Troubleshooting#

This page lists common symptoms when you run nemotron steps run translate/nemo_curator and shows the field, flag, or environment variable to inspect first. Each table pairs a symptom with a concrete remedy. For stage flow and design rationale, see the explanation pages linked from Concepts.

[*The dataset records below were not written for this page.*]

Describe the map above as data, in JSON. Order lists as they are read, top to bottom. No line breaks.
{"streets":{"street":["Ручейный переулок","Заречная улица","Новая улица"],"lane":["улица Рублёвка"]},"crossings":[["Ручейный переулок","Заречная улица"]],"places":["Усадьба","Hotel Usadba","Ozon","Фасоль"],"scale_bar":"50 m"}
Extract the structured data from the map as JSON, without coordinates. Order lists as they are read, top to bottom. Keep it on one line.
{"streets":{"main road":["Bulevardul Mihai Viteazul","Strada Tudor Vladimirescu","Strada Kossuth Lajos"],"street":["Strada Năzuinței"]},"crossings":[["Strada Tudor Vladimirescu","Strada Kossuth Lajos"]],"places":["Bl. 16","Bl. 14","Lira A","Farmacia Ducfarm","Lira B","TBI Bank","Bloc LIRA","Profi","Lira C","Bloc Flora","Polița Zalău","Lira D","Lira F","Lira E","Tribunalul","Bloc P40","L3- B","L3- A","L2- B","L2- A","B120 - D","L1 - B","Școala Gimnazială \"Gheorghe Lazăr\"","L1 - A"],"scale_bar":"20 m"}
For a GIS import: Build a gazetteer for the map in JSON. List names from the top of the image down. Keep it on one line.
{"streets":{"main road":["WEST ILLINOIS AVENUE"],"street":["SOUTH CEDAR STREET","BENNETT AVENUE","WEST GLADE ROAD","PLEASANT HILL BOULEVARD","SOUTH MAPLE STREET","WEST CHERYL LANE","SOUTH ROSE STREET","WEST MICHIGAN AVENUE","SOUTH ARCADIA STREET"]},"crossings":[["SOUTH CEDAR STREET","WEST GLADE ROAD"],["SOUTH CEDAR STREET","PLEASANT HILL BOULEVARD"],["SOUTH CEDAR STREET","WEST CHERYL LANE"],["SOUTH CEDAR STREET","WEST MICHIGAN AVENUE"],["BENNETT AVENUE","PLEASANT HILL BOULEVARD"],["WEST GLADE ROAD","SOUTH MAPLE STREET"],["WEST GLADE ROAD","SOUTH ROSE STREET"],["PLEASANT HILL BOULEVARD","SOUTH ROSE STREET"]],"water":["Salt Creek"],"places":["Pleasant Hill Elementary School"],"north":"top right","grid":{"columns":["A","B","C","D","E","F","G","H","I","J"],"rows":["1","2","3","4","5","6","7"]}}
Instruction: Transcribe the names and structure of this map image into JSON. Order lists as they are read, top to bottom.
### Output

Authentication and Credentials#

Symptom	What to do
HTTP 401 or 403 from the chat-completions endpoint, or a Curator log line about a missing API key	Confirm the variable named in `server.api_key_env` is exported in the shell that launches the run. The starter `default.yaml` expects `NVIDIA_API_KEY`; export it with `export NVIDIA_API_KEY="<api-key>"` and rerun. See Run LLM Translation.
FAITH scoring fails with a credentials error even though `backend` is `nmt`, `google`, or `aws`	FAITH always uses the large language model (LLM) client under `server`. Keep `server.api_key_env` populated whenever `faith_eval.enabled` is `true`, or set `faith_eval.enabled=false` for a diagnostic run. See Run FAITH Evaluation.
Google backend rejects the request with a permission or project error	Confirm application default credentials are present in the environment that runs the step. Do not paste secrets into `default.yaml`. See Run Google or AWS Translation.

Model and Endpoint Configuration#

Symptom	What to do
HTTP 404 or a “model not found” message from the LLM endpoint	Hosted catalogs retire identifiers frequently. List the models your tenant currently exposes and pin `server.model` to one of them before large batch jobs. See Run LLM Translation.
Google translation rejects the request because `project_id` is missing	API version `v3` requires project metadata. Set both `google.project_id` and `google.api_version=v3`, or downgrade `google.api_version` to a release that does not require the project. See Run Google or AWS Translation.
NMT requests time out before the service responds	Raise `nmt.timeout` to match observed server latency, lower `nmt.batch_size` so each request returns sooner, and confirm `nmt.server_url` resolves from the host that runs the step. See Run NMT Translation.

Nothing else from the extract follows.